In fact, in the riding of Boundary-Simalkameen, the party not only trumped the local riding association but it trumped one of its own sitting MLAs, refusing to let John Slater run for re-election. In a press release, the BC Liberals mumbled something about “personal issues”, then someone suggested to a reporter that it’s because Slater drinks too much (to which Slater, on The Bill Good Show, responded: “Since when did the BC Liberals ever turf an MLA for having one beer too many?”), and the next thing you know there’s a brand new shiny Liberal candidate in Boundary-Simalkameen. Her name is Linda Larson and she’s a long-time municipal councillor in Oliver. And she’ll get to run against Slater who vows he’ll stand for re-election as an independent. Slater, by the way, blames Rich Coleman, one of the heavyweights in Premier Christy Clark’s cabinet, and Mike McDonald, the party’s campaign director, for, as he said on Good’s show, “knifing him in the back.”

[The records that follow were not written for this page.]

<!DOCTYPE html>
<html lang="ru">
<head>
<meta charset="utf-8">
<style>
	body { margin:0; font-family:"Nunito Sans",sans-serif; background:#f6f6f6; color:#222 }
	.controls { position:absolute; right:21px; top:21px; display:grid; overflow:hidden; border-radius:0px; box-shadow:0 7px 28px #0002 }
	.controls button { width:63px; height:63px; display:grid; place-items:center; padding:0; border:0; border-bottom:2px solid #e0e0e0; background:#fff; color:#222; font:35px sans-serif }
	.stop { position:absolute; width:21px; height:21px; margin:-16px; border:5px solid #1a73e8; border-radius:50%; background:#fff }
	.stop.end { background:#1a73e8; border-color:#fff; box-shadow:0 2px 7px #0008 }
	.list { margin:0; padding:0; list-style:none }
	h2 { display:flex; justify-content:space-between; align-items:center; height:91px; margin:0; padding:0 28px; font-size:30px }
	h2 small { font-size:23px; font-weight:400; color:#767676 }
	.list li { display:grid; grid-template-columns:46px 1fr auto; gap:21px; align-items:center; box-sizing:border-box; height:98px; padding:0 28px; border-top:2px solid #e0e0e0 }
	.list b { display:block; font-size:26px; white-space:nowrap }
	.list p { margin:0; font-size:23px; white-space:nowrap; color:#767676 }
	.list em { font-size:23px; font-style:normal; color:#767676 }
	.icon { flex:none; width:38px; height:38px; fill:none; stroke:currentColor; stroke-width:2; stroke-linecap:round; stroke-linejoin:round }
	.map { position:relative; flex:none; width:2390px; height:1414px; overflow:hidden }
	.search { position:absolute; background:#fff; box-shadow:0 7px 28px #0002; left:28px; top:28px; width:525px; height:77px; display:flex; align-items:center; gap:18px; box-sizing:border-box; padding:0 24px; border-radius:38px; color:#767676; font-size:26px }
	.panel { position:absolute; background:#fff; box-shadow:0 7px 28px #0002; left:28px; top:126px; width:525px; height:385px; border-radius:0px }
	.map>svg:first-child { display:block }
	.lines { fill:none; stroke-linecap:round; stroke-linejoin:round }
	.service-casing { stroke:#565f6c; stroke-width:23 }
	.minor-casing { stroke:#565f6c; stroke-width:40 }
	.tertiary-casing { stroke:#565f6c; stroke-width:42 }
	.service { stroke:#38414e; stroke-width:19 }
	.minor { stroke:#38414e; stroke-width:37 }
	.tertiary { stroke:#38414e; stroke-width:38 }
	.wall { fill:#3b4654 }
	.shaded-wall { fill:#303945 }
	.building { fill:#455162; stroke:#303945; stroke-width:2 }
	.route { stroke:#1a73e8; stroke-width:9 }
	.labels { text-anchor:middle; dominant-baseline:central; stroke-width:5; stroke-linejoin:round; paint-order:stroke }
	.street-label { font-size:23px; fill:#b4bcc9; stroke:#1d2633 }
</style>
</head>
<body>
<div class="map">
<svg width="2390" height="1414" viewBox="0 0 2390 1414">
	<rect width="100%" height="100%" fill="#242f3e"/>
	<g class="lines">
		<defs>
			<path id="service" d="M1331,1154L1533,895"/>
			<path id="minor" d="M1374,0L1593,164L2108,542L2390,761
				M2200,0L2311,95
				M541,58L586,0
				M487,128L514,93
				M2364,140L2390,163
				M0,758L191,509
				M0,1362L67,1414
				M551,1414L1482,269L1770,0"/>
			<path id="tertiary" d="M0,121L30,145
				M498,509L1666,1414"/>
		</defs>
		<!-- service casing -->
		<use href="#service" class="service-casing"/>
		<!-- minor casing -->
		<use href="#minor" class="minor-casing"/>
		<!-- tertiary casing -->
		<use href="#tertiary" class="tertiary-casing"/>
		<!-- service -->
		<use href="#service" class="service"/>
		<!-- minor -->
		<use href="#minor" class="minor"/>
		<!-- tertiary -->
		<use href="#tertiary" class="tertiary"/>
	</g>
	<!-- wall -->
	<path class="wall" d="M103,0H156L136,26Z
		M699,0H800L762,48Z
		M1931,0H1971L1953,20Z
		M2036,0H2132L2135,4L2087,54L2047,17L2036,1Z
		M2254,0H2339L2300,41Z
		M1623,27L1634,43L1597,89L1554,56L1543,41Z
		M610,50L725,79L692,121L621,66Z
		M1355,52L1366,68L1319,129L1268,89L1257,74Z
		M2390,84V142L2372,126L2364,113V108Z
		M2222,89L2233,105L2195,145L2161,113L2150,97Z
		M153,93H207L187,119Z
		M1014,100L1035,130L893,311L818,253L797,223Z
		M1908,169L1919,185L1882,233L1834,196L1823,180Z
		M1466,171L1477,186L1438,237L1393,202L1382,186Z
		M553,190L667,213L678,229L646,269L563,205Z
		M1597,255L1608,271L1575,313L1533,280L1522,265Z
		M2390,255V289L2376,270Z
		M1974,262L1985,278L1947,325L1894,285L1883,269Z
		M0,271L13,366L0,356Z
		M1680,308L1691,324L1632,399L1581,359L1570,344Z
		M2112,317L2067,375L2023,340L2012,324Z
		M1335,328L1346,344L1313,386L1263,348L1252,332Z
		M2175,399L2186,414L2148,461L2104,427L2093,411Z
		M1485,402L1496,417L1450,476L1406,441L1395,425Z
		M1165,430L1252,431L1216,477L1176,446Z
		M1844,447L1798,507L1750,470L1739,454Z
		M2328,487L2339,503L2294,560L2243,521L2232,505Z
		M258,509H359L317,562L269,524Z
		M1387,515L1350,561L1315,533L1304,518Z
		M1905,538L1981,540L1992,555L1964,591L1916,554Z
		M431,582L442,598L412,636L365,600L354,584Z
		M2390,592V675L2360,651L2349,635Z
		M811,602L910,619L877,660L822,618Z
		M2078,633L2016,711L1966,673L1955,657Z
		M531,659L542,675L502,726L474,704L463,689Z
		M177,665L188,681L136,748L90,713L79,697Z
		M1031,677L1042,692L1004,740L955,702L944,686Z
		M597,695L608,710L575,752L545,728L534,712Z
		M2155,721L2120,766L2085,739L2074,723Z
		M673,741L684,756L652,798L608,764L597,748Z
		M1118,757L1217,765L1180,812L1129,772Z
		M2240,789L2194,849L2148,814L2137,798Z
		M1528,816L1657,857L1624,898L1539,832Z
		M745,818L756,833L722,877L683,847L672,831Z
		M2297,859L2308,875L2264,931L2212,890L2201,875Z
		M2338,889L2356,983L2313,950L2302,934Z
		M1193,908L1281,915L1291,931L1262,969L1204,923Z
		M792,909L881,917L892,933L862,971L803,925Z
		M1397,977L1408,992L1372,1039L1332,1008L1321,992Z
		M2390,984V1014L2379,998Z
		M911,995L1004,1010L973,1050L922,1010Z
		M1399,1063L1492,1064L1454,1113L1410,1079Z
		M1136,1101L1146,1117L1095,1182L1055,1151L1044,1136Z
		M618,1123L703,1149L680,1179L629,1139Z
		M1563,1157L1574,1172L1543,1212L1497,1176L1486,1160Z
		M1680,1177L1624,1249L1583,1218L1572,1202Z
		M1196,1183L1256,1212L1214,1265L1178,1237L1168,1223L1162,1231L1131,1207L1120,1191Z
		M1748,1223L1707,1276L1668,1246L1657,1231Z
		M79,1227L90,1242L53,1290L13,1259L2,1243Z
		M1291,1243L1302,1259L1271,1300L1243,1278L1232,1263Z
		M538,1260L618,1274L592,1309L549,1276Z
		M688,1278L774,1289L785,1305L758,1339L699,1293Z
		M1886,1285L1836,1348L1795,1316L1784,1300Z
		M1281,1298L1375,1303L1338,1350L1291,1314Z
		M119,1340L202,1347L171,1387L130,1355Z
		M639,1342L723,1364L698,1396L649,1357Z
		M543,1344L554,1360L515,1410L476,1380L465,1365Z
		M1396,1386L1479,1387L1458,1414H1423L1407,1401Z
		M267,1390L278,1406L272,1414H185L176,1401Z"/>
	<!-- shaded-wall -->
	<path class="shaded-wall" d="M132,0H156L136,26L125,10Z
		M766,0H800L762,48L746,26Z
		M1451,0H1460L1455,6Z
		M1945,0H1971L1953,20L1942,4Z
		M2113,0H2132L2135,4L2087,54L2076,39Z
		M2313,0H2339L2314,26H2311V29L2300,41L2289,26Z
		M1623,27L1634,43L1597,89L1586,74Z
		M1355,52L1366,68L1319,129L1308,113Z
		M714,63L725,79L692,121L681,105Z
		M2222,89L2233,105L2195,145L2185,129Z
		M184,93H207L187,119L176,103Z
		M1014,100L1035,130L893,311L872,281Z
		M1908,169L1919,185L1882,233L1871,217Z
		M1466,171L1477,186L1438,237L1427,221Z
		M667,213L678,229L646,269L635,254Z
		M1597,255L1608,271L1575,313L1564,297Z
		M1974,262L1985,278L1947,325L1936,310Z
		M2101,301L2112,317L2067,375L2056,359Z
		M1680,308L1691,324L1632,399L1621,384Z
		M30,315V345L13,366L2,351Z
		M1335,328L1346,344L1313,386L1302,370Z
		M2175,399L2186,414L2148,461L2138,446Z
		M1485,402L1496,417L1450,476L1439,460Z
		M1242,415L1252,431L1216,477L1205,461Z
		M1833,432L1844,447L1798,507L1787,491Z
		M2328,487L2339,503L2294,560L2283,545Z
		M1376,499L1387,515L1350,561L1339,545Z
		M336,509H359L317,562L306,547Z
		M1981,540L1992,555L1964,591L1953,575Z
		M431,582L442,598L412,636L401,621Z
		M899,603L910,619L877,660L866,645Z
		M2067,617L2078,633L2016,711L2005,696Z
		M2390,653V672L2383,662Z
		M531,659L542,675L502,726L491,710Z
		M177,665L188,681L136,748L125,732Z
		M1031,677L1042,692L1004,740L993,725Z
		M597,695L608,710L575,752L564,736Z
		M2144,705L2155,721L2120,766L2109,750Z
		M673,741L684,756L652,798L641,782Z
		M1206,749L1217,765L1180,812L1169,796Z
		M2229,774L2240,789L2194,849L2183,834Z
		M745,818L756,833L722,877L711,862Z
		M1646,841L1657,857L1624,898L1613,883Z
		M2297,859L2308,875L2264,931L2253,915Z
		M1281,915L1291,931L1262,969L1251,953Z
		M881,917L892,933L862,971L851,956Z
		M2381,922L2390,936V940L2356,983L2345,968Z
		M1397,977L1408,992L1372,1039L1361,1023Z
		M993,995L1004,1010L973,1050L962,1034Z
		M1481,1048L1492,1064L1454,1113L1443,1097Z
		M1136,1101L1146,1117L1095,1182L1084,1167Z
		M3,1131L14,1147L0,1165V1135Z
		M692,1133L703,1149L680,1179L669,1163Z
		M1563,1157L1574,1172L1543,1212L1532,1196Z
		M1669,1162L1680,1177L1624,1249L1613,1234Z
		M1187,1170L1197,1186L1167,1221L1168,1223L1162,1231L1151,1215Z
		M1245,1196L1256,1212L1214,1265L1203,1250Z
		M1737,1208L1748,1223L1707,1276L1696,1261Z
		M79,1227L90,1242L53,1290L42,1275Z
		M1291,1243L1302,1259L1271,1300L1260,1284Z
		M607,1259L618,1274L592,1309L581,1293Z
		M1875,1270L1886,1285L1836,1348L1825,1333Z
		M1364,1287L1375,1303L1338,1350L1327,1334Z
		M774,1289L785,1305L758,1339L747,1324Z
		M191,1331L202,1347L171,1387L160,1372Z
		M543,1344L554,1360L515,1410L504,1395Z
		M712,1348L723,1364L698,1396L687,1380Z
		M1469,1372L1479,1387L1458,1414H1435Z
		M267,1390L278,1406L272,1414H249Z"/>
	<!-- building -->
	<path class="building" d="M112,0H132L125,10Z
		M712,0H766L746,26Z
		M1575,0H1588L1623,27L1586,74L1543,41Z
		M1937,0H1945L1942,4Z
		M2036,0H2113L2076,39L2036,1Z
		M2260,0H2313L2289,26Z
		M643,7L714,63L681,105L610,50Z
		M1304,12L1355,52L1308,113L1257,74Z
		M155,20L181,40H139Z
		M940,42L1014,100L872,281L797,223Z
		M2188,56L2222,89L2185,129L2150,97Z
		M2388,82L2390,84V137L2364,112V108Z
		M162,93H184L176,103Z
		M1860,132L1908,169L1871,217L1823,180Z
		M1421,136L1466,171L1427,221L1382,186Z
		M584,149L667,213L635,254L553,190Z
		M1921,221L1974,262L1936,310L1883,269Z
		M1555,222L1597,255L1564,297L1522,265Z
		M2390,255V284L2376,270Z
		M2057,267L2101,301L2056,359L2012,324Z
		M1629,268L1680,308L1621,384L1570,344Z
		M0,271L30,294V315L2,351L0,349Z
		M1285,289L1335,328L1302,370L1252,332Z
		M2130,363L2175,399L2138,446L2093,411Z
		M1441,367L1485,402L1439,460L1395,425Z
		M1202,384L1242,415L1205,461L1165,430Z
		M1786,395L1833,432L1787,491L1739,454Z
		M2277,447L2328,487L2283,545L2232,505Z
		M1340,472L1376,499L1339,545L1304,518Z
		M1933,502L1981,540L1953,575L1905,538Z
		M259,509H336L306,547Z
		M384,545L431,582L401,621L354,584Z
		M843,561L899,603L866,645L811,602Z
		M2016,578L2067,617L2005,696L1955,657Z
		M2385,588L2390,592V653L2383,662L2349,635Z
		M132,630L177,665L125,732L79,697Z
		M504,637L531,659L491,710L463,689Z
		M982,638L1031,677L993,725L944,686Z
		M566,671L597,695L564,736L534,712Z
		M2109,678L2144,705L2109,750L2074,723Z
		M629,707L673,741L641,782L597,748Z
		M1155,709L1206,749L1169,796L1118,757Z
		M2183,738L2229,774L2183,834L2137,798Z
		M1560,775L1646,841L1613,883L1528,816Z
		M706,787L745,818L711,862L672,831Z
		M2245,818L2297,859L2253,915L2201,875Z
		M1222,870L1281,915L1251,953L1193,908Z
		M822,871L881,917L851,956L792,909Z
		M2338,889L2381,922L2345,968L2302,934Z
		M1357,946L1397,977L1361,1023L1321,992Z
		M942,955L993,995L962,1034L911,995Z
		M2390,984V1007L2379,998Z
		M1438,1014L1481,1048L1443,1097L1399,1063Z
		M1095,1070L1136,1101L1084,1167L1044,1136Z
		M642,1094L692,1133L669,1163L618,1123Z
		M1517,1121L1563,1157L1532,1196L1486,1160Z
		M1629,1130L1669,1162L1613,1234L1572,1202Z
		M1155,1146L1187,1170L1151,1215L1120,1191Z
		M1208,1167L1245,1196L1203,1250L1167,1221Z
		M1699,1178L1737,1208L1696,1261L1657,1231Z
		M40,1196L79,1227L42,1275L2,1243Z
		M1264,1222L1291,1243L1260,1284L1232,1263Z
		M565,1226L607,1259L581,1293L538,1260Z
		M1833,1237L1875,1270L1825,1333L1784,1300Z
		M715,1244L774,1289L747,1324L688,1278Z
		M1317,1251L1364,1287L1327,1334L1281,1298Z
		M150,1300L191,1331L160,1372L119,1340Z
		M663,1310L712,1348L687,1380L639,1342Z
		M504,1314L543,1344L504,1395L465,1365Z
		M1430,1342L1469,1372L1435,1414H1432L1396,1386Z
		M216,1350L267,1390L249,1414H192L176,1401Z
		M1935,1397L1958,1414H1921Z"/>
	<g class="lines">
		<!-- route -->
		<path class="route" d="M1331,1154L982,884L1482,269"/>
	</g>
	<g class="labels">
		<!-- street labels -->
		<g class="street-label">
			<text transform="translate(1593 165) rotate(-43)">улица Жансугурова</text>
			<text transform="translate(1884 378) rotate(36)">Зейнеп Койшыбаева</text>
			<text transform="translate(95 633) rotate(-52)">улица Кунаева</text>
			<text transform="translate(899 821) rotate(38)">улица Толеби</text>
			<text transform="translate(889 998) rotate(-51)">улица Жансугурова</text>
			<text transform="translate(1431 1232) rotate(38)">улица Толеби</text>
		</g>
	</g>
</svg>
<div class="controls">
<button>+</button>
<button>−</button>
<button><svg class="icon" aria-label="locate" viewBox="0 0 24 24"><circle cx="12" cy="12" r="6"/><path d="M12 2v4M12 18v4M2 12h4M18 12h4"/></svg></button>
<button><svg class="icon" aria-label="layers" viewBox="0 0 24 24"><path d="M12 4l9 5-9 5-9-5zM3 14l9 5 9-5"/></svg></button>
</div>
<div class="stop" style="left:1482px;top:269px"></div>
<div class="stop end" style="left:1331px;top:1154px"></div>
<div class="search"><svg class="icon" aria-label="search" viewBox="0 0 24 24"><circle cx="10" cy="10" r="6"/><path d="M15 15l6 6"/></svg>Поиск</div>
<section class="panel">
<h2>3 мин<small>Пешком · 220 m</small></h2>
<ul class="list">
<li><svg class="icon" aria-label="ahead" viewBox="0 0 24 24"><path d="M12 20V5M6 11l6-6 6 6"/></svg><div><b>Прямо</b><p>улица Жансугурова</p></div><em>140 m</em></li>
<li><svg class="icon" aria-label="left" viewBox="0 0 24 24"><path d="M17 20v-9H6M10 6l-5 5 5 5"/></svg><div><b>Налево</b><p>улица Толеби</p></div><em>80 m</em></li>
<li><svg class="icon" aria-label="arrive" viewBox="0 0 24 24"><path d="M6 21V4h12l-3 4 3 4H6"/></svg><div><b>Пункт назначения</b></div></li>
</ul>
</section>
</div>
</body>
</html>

Meanwhile, in Richmond Centre last week, the party announced that Teresa Wat will be the candidate. Wat’s resumé sounds impressive — former journalist and now CEO of Mainstream Broadcasting Corp. and once named by the local paper as one of the most influential women in the province – and so, (as is often the case) that impressive resumé means you can skip right past a nomination run-off. So the party just appointed here. Today, though, the Vancouver Sun reports Gary Law thought he’d have a chance to run for that BC Liberal nomination and he learned 20 minutes before Wat’s appointment was announced that he was out of luck in Richmond Centre. He was serious enough — and apparently led to believe by some in the party that he ought to be serious — that he took leave of his duties as an RCMP officer to get ready for the election. Now, it looks like the BC Liberals could face another independent who, like Slater, is animated by shoddy treatment received by the BC Libs.
Gary Law is disappointed and “extremely frustrated” at how he’s been treated by the BC Liberal Party and is planning to cancel his membership to the organization. However, he’s not planning to bow out of the upcoming provincial election. [Read the rest here]
You’ll also find some disgruntled B.C. Liberals in Abbotsford South after the party, last October, overrode the wishes of the local riding association:
The head and entire board of directors of the B.C. Liberal riding association for Abbotsford South have resigned in protest of an “unfair and not democratic” appointment of prominent criminologist Darryl Plecas to be the party’s candidate in next spring’s provincial election.
Now, to be fair to the party, they’ve got some high-profile nomination fights on their hands where potential star candidates are going to have to duke it out — see upcoming nomination battles in Vancouver-False Creek and Vancouver-Quilchena and recently concluded nomination fights in Shuswap and Penticton. Still, with John Cummins’ B.C. Conservative Party still active and still threatening to fracture the anti-NDP “free enterprise coalition”, why wouldn’t B.C. Liberal head office do a little more to avoid annoying the locals who will be running their ground game in May?